Abstract
Purpose :
A major challenge in the treatment of retinal eye diseases is the delivery of therapeutic agents to the target site. Traditional intravitreal injection is based on the random, passive diffusion of molecules. Topical drug delivery to the retina is an even more complex challenge. The major hurdle for all medication or drug delivery systems is the narrow macromolecular matrix of the different ocular tissues, which act as a barrier and prevent the penetration of particles and drugs. In order to address specific cells or layers of the retina, the use of micro- or nanoparticles from biomaterial research promises targeted, biocompatible and safer applications. Previously published nanopropellers (NPs) that can be actively controlled through the vitreous body to reach the retina present a chance to reach desired targets in the retina. The propulsion takes place through the spiral shape of the magnetic NPs.
Methods :
In the present study, the biocompatibility and degradability of the NPs were adjusted by using different chemical materials. The biocompatibility was evaluated with several ocular cells and cell lines, including primary porcine Müller and RPE cells as well as the 661W, Mio-M1, and ARPE-19 cell line. The changes in the chemical composition of the NPs demand a revaluation of the delivery properties. To this end, the magnetic NP function was assessed with the prior mentioned primary cells and cell lines, porcine retinal organ cultures, and eyes. To investigate the propulsion of the NPs, they were labeled with fluorescent agents for imaging and analyzed with confocal microscopy in vitro, ex vivo, and after histological preparation.
Results :
Our studies on retinal cells and retinal organ cultures resulted in excellent biocompatibility of the NPs. Furthermore, since the NPs were now formed out of different degradable materials, the time of degradation could be customized.

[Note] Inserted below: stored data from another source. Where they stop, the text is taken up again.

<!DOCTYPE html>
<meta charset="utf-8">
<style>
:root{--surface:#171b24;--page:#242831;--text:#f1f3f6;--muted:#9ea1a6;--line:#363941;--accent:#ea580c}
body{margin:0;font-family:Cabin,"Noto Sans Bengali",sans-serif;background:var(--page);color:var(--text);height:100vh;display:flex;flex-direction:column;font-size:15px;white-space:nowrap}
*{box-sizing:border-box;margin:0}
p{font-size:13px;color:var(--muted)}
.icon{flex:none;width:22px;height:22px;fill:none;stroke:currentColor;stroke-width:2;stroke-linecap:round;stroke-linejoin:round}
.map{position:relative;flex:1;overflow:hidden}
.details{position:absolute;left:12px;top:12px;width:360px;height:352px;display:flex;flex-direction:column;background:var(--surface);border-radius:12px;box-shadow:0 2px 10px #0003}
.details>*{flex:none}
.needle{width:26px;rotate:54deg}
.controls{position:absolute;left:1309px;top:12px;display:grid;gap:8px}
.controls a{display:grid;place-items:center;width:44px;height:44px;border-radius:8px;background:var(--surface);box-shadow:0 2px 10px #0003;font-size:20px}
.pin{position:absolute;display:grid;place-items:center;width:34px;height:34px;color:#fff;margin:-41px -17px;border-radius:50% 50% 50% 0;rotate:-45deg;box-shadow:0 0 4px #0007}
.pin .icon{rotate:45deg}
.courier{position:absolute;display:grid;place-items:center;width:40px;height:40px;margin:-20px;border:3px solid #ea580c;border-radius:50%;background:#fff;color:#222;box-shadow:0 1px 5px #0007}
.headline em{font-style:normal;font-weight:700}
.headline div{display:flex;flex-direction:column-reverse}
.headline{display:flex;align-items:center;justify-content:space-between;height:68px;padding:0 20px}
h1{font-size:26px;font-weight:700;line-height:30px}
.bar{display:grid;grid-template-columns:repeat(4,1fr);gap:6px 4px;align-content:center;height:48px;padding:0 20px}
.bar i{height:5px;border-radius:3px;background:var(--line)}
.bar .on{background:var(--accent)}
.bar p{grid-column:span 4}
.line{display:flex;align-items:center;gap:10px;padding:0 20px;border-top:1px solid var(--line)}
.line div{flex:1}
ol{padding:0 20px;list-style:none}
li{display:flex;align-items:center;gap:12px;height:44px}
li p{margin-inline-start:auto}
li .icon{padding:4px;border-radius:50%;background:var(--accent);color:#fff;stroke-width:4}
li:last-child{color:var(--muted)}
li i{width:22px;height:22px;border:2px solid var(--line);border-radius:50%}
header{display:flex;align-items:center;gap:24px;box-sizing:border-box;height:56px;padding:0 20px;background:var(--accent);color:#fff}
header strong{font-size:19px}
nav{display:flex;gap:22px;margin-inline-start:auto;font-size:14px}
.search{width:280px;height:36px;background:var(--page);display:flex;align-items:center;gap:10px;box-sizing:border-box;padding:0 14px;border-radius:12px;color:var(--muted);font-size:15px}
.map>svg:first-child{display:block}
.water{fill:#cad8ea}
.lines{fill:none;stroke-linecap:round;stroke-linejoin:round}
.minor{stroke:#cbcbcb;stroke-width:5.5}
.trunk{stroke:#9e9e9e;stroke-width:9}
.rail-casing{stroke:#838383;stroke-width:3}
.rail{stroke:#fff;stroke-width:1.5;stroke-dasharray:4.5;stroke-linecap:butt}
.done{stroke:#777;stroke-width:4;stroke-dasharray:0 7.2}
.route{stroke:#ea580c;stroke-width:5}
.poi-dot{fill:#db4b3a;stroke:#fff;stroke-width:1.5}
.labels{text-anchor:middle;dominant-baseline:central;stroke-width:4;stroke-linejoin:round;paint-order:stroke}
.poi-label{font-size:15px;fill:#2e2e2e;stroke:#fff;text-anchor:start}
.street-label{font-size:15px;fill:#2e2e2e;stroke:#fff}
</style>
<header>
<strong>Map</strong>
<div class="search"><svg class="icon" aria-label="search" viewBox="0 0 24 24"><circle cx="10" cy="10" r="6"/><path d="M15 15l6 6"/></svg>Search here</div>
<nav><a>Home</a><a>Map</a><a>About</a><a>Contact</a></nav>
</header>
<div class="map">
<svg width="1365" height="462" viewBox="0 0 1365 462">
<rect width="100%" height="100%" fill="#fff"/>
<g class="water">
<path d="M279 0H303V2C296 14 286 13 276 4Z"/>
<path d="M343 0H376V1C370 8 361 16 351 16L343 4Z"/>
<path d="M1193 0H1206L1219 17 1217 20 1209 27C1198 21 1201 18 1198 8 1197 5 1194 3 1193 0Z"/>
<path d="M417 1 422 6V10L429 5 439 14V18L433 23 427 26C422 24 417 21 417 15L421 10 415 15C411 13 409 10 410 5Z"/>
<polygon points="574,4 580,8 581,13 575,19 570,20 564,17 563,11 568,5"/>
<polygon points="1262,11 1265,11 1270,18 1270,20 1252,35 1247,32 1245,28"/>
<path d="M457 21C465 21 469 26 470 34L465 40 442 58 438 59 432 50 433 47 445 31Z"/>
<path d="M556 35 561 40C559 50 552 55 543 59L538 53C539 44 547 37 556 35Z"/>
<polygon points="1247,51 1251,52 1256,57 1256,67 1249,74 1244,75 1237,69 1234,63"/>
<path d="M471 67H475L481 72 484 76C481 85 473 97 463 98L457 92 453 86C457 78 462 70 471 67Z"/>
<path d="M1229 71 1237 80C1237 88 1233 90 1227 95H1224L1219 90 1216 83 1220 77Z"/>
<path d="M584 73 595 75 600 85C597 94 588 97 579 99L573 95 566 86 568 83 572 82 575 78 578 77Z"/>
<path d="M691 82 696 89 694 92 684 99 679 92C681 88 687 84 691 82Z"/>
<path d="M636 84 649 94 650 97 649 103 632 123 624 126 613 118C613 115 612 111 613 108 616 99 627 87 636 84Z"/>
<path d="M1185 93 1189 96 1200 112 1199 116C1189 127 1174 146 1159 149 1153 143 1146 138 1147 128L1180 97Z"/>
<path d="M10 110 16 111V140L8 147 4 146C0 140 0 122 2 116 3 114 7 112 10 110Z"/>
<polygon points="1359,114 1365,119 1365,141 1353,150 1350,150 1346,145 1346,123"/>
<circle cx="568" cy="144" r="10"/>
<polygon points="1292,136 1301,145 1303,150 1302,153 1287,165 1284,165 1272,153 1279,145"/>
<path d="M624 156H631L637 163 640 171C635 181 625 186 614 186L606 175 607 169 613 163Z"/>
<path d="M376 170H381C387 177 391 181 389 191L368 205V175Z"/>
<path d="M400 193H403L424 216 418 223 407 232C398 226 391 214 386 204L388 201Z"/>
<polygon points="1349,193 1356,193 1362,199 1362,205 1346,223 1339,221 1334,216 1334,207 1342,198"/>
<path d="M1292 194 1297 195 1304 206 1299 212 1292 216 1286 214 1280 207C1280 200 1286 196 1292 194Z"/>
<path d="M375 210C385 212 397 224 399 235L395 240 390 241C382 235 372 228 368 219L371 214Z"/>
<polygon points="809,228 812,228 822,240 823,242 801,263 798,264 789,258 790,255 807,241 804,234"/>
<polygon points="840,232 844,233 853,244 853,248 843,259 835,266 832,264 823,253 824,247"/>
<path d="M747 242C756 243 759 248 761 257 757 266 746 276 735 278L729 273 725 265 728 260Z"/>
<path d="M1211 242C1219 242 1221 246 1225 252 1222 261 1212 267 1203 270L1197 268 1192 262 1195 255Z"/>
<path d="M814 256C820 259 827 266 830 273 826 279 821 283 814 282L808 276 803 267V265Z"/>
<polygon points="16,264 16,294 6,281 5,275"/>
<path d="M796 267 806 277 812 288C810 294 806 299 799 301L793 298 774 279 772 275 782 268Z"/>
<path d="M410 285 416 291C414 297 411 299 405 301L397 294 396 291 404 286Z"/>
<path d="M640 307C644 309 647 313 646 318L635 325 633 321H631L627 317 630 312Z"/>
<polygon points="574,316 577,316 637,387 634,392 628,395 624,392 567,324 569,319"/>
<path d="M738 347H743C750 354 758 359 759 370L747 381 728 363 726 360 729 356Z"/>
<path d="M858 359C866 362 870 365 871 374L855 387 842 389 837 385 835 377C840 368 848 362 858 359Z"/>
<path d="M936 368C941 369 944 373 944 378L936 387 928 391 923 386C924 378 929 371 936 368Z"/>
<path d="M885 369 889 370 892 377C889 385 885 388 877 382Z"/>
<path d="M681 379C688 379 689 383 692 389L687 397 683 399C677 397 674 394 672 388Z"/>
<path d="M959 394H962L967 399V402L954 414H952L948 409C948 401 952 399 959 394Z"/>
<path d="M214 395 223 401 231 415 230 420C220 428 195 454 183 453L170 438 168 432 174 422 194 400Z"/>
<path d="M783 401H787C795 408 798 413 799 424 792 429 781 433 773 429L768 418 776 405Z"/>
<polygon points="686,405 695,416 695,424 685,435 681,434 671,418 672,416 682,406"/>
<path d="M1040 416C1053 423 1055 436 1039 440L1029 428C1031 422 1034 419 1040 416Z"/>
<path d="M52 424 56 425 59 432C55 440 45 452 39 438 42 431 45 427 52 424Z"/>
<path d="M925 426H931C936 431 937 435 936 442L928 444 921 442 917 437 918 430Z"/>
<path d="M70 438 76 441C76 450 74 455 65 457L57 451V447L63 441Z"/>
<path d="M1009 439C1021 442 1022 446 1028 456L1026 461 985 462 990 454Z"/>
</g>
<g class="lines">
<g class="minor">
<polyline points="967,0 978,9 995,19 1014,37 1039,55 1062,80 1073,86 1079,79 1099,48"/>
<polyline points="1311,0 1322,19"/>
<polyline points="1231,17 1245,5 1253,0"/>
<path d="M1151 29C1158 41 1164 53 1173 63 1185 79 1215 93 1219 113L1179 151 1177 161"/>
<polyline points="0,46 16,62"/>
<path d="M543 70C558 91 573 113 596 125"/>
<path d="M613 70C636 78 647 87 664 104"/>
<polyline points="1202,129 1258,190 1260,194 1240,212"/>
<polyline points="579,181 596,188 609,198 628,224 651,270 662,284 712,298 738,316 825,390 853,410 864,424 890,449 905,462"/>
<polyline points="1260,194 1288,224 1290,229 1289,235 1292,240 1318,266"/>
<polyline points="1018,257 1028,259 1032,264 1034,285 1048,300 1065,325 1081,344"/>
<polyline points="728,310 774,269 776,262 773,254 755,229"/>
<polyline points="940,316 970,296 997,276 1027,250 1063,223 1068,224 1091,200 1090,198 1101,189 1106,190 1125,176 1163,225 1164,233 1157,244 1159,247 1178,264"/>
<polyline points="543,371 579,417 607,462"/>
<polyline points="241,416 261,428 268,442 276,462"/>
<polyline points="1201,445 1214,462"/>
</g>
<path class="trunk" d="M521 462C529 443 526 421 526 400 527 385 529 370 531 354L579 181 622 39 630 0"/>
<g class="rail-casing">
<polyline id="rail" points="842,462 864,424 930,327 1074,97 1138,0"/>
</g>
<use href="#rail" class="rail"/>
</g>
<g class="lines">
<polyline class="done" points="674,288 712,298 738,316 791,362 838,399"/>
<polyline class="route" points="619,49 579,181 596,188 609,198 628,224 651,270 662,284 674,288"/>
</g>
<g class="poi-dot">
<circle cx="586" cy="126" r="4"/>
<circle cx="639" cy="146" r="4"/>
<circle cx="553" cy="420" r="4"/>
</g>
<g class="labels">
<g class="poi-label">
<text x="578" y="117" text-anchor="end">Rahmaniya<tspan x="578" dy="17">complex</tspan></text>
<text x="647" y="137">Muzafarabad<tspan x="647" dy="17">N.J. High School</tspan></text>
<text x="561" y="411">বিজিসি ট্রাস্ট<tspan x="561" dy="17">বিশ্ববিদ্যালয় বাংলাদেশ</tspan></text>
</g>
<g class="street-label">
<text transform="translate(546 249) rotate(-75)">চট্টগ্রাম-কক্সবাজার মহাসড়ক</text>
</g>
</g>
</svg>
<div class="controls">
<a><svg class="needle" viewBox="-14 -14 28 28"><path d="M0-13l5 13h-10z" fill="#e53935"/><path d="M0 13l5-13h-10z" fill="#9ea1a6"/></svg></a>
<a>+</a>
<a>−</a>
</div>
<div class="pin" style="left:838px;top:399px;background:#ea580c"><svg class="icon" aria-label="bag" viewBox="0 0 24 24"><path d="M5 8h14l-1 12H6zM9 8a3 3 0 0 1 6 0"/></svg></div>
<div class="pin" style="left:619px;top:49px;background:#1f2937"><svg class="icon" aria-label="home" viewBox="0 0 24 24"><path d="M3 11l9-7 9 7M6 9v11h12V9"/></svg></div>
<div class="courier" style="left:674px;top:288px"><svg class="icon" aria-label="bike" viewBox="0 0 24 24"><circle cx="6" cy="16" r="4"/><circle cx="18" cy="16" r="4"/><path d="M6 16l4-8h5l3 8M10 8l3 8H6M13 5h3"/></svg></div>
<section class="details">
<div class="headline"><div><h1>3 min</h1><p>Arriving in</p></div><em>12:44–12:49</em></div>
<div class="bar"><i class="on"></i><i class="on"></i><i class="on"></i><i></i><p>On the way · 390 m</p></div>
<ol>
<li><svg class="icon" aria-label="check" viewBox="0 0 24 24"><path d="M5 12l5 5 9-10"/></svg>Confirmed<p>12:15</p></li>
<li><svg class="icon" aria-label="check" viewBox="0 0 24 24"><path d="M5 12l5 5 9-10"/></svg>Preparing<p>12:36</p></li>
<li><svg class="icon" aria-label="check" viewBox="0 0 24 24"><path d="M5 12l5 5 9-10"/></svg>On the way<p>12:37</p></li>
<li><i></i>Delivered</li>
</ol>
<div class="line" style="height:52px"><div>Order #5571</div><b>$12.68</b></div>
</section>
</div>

The still-intact propulsion properties were confirmed with OCT and confocal microscopy. The NPs could be controlled to and into the retina or retinal cells. Histological examinations confirmed that only the magnetic NPs arrived at the region of interest.
Conclusions :
The biodegradability and the active navigation of the nanopropellers to aimed positions in the retina promise new possibilities for targeted forms of delivery and therapy.
This abstract was presented at the 2022 ARVO Annual Meeting, held in Denver, CO, May 1-4, 2022, and virtually.